> TASK BRIEF
Could you filter the listing for lines with the word "getContext" and return them?

..............................

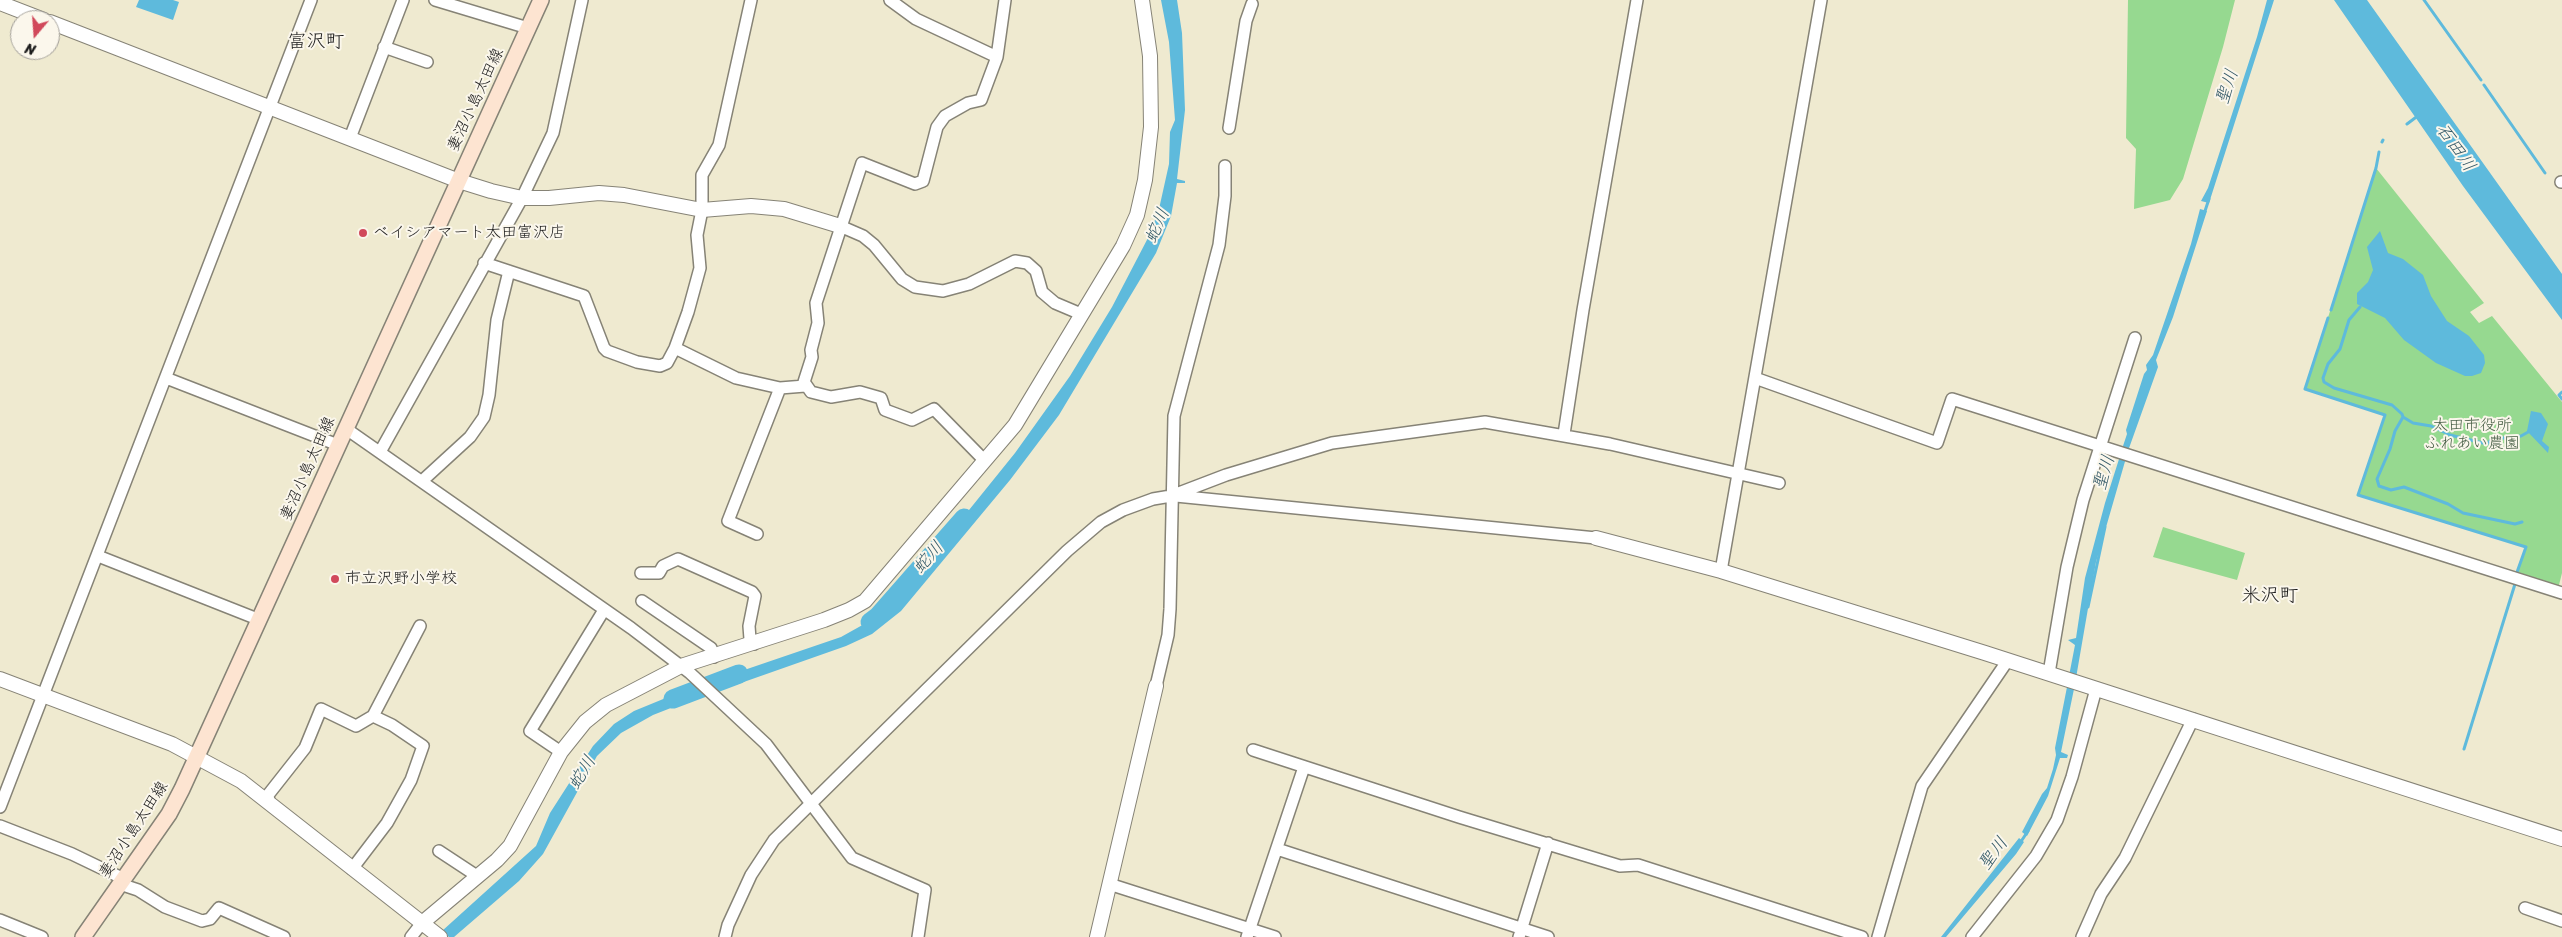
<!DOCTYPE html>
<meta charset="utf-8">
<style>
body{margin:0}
#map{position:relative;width:2562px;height:937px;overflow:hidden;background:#efead0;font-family:Sriracha,sans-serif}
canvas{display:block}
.north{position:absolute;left:10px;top:10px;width:50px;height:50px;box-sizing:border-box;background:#fbf7ec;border:1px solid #a29f99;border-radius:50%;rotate:198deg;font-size:14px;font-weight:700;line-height:20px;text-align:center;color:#1c1c1c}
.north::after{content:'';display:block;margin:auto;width:18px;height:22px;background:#d1495b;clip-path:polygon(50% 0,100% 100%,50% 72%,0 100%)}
</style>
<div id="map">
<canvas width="2562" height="937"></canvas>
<div class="north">N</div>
</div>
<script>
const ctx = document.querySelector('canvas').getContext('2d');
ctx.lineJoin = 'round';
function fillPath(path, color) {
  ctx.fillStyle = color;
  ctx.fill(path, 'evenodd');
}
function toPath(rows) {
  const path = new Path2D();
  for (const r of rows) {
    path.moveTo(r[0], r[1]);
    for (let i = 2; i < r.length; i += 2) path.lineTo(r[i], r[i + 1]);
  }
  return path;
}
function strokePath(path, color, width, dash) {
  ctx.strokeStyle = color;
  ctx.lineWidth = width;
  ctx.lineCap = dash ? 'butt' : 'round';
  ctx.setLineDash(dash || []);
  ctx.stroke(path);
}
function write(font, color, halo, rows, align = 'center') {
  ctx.font = font + ' Sriracha,"Klee One",sans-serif';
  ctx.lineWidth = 4;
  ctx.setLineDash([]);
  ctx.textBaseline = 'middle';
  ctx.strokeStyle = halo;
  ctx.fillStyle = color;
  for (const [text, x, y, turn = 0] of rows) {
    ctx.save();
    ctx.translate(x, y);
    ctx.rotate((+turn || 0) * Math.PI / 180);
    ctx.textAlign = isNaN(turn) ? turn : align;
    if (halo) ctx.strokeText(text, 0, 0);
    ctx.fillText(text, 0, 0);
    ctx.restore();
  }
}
const green = toPath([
 [2128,0,2235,0,2223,47,2183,179,2170,200,2134,209,2136,149,2126,138],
 [2376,168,2484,303,2470,312,2479,323,2492,316,2562,402,2562,573,2558,589,2516,576,2526,547,2358,495,2385,415,2305,389],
 [2163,527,2245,553,2237,580,2153,557]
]);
const water = toPath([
 [139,0,173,0,179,2,173,20,136,7],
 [1161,0,1177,0,1182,33,1185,110,1177,179,1185,181,1185,183,1177,183,1171,216,1156,253,1059,415,1010,480,901,611,872,634,846,646,721,690,712,681,841,637,875,618,919,572,1015,453,1070,376,1112,307,1149,236,1159,209,1169,164,1170,132,1175,120,1169,42],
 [2267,0,2274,0,2209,203,2201,201,2208,188,2257,37],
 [2334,0,2367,0,2562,274,2562,320,2463,186],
 [2200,209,2207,211,2173,317,2156,360,2158,367,2128,451,2122,449,2127,434,2126,430,2144,374,2147,370,2146,365,2153,355,2191,244],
 [2380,231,2388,253,2403,259,2423,275,2431,296,2447,321,2469,336,2484,355,2485,363,2481,373,2472,376,2465,376,2436,363,2404,340,2385,318,2357,304,2357,293,2368,282,2373,270,2367,247],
 [2531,411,2541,413,2548,424,2542,441,2549,447,2548,453,2527,431],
 [2120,456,2126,458,2096,562,2076,678,2069,676,2075,645,2068,640,2076,638,2085,578,2105,503],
 [695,686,704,695,653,715,621,733,597,756,543,854,519,881,454,937,449,937,442,931,536,846,550,813,593,746,614,724,634,711],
 [2067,687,2074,689,2061,752,2068,755,2067,758,2060,758,2048,796,2027,836,2022,832,2042,794,2047,788,2053,769,2056,755,2055,748],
 [2019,838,2024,842,2016,854,1946,937,1941,937]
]);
const stream = toPath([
 [2424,0,2481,80],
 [2484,85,2545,173],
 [2407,124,2419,115],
 [2382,142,2383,140],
 [2204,214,2209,199],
 [2360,307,2349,320,2340,349,2328,364,2323,378,2324,382,2334,388,2392,405,2402,414,2403,417,2395,431,2390,449,2377,479,2379,486,2391,490,2404,487,2448,504,2463,513,2515,524,2522,522],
 [2331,310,2376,168,2379,152],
 [2328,318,2305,389,2385,415,2358,495,2526,547,2516,575],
 [2562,392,2559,395,2562,399],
 [2403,417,2413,423,2431,426,2450,435,2487,444,2495,436,2504,438,2521,436,2530,431],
 [2088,607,2105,527],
 [2464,749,2515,584],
 [2020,843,2028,831]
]);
const river = toPath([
 [870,622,878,616,964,518],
 [673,699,739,674]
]);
const minor = toPath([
 [435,0,528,28],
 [890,0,916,19,997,57],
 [384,47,427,62],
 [1229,128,1246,21,1252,4],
 [350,138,403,0],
 [2561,182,2562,182],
 [840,226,863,236,874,245,902,279,915,287,943,291,969,284,1015,261,1027,263,1036,271,1042,292,1055,303,1081,314],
 [484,263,584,296,604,348,607,351,637,362,660,366,667,363,675,348,688,312,700,268,697,235,702,210,702,175,719,145,751,0],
 [675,348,736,378,780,388,805,386],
 [166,378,338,445],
 [1755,378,1937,443,1952,399,2562,593],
 [345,428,631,628,690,673,766,744,852,858,925,890,918,937],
 [1564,434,1583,310,1637,0],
 [380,452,522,198,553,133,582,0],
 [984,460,934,409,912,420,885,410,881,398,860,392,831,397,811,392,804,382,812,357,811,350,818,323,816,303,862,163,915,184,923,181,937,127,945,116,968,103,981,100,997,57,1005,0],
 [422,481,470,437,484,417,489,395,497,320,509,271],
 [1176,496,1596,538],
 [757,534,728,521,780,388],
 [98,556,260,620],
 [1721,571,1821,0],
 [641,573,659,573,663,566,678,559,752,592,755,596,749,626,750,639,754,644],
 [642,601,711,648,714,657],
 [2049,673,2067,567,2083,500,2135,338],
 [1156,686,1168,635,1170,609,1174,416,1219,245,1225,196,1225,166],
 [1253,750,1459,817,1620,866,1638,865,1862,937],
 [561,752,530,731,604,610],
 [269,802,268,795,305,748,321,709,356,726,373,716,420,626],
 [0,807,311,0],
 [0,826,72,854,124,879],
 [1277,849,1548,937],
 [439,851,477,876],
 [352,869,387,823,411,780,423,746,392,725,373,716],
 [120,884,138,890,165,907,202,921,210,919,219,908,284,937],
 [1109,884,1275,937],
 [2525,908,2562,921],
 [0,920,42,937],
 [411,937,422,923],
 [725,937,728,925,751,875,774,840,1067,551,1101,522,1123,510,1153,499,1171,496,1226,475,1332,443,1485,422,1610,444,1779,483],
 [1247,937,1304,767],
 [1519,937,1548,843],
 [1878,937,1922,786,2008,660],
 [1972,937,2036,856,2057,820,2072,777,2096,689],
 [2082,937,2101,894,2125,858,2193,719]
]);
const tertiary = toPath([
 [0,3,44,20],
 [50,22,459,181,491,191,522,198,549,198,599,193,624,195,702,210,751,206,784,209,840,226],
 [1596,538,1721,571,1985,653,2562,839],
 [0,679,172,744,241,781,440,937],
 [422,923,497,860,510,846,561,752,585,722,606,705,681,666,824,620,849,610,865,601,1015,425,1123,246,1137,215,1145,180,1151,127,1150,56,1142,0],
 [1097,937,1156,686]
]);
const secondary = toPath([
 [83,937,169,814,182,789,541,0]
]);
const markers = [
 [363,233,5,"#d1495b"],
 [335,579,5,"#d1495b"]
];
const streetNames = [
 ["妻沼小島太田線",476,100,-65],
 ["妻沼小島太田線",308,469,-66],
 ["妻沼小島太田線",134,830,-57]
];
const poiNames = [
 ["ベイシアマート太田富沢店",373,233],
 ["市立沢野小学校",345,579]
];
const parkNames = [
 ["太田市役所",2472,426],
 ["ふれあい農園",2472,444]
];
const waterNames = [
 ["聖川",2228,87,-72],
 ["石田川",2455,148,55],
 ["蛇川",1158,226,-66],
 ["聖川",2105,473,-74],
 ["蛇川",929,558,-49],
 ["蛇川",583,773,-59],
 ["聖川",1994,854,-54]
];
const quarterNames = [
 ["富沢町",316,42],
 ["米沢町",2270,596]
];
fillPath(green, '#96d990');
fillPath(water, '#5ebadc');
strokePath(stream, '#5ebadc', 3);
strokePath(river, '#5ebadc', 19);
strokePath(minor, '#868376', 14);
strokePath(tertiary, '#868376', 16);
strokePath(secondary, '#868376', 18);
strokePath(minor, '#fff', 11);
strokePath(tertiary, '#fff', 14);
strokePath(secondary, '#fde4d1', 15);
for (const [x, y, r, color] of markers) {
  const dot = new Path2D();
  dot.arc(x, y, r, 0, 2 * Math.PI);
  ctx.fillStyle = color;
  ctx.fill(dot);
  strokePath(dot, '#fbf7ec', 2);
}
write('16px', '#1c1c1c', '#fbf7ec', streetNames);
write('16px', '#1c1c1c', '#fbf7ec', poiNames, 'left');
write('16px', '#475e45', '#fbf7ec', parkNames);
write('italic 18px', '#365b69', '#fbf7ec', waterNames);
write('19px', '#1c1c1c', '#fbf7ec', quarterNames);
</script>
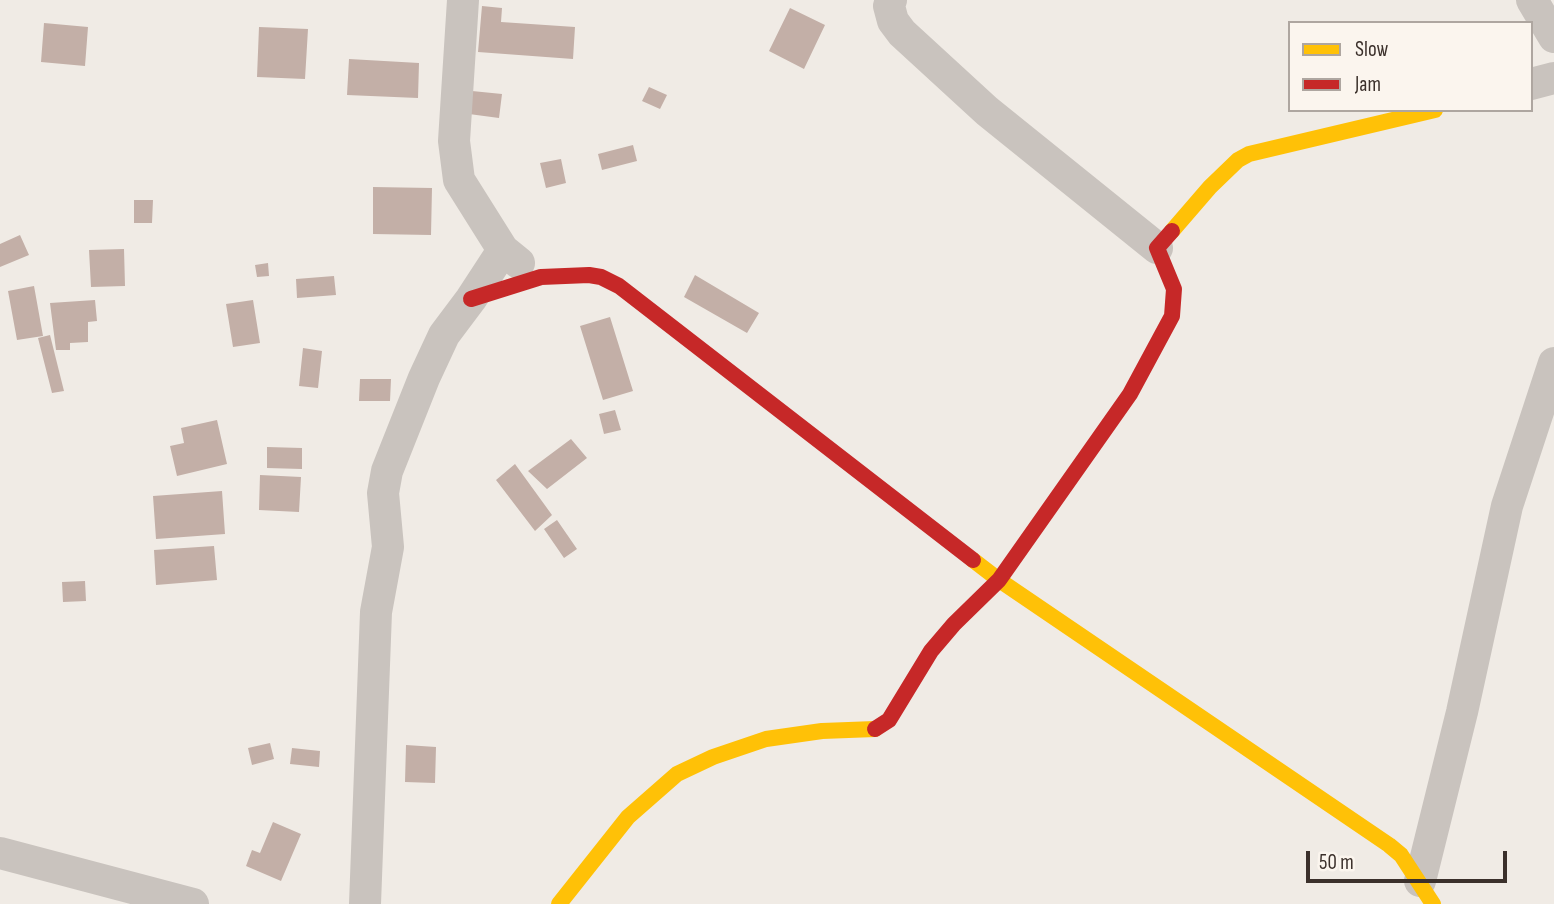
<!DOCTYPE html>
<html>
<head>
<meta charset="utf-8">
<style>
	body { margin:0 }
	#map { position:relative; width:1554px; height:904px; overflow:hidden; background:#f0ebe5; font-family:"Sofia Sans Condensed",sans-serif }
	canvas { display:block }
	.legend { position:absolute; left:1288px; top:21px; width:245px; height:91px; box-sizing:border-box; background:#fbf5ee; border:2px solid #aea6a0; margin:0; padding:9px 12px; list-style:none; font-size:21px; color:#3b302b }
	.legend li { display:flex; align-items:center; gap:14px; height:35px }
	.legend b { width:35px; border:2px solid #aea6a0 }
	.scale { position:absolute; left:1306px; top:851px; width:201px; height:32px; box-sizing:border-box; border:4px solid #3b302b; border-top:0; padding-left:9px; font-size:21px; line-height:24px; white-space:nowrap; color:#3b302b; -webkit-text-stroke:5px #fbf5ee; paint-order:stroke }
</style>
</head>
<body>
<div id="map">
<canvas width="1554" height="904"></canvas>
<ul class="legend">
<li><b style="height:9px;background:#ffc107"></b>Slow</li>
<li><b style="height:9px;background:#c62828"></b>Jam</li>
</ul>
<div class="scale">50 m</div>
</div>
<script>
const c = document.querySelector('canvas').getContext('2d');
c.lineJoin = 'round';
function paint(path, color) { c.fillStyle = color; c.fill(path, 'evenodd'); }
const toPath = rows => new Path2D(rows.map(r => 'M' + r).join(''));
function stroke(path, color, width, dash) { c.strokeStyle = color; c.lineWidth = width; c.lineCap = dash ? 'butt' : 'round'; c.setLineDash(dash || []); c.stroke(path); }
paint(toPath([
	[482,6,502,8,501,22,575,27,573,59,478,52],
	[790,8,825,25,804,69,769,51],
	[44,23,88,27,85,66,41,62],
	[259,27,308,29,305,79,257,77],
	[349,59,419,63,418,98,347,95],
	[649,87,667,95,660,109,642,101],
	[472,91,502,94,499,118,469,114],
	[633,145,637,161,602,170,598,154],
	[561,159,566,183,546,188,540,163],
	[373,187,432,188,431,235,373,234],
	[134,200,153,200,152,223,134,223],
	[20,235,29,255,0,267,0,244],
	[124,249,125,286,91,287,89,250],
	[268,263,269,276,257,277,255,265],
	[695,275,759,313,747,333,684,297],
	[334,276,336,295,297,298,296,279],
	[34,286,43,336,17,340,8,291],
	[95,300,97,321,88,322,88,342,70,343,70,350,56,350,50,303],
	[253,300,260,343,233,347,226,304],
	[610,317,633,391,603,400,580,326],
	[50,335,64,391,52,393,38,338],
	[303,348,322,351,318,388,299,386],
	[360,379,391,379,390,401,359,401],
	[615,410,621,430,604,434,599,414],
	[217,420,227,464,177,476,170,446,184,443,181,428],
	[571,439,587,458,547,489,528,471],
	[267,447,302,448,302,469,267,468],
	[515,464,552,515,535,531,496,480],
	[260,475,301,477,299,512,259,510],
	[222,491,225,534,156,539,153,496],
	[557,520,577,549,564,558,544,529],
	[214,546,217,580,156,585,154,550],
	[85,581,86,601,63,602,62,582],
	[270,743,274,759,252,765,248,748],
	[406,745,436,747,435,783,405,782],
	[292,748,320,751,319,767,290,764],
	[273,822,301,834,281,881,246,866,252,850,260,853]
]), '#c3afa7');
stroke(toPath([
	[463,0,454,141,459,180,503,250,519,263],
	[891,0,889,6,893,21,902,33,987,111,1157,248],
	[1532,0,1554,37],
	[1531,84,1554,78],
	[0,853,193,904],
	[1420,881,1462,712,1507,506,1554,363],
	[365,904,376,612,388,547,383,493,387,471,424,378,444,335,471,299,503,250]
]), '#c9c3be', 32);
stroke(toPath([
	[1172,231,1210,187,1238,160,1249,154,1435,110],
	[973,560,999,580,1389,845,1401,855,1433,904],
	[559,904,628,817,677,774,713,757,766,739,822,731,875,729]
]), '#ffc107', 16);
stroke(toPath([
	[471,299,541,277,589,275,601,277,619,286,973,560],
	[875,729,889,720,931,651,954,624,999,580,1130,394,1172,316,1174,289,1157,248,1172,231]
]), '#c62828', 16);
</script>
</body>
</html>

..............................

> TASK ANSWER
const ctx = document.querySelector('canvas').getContext('2d');
const c = document.querySelector('canvas').getContext('2d');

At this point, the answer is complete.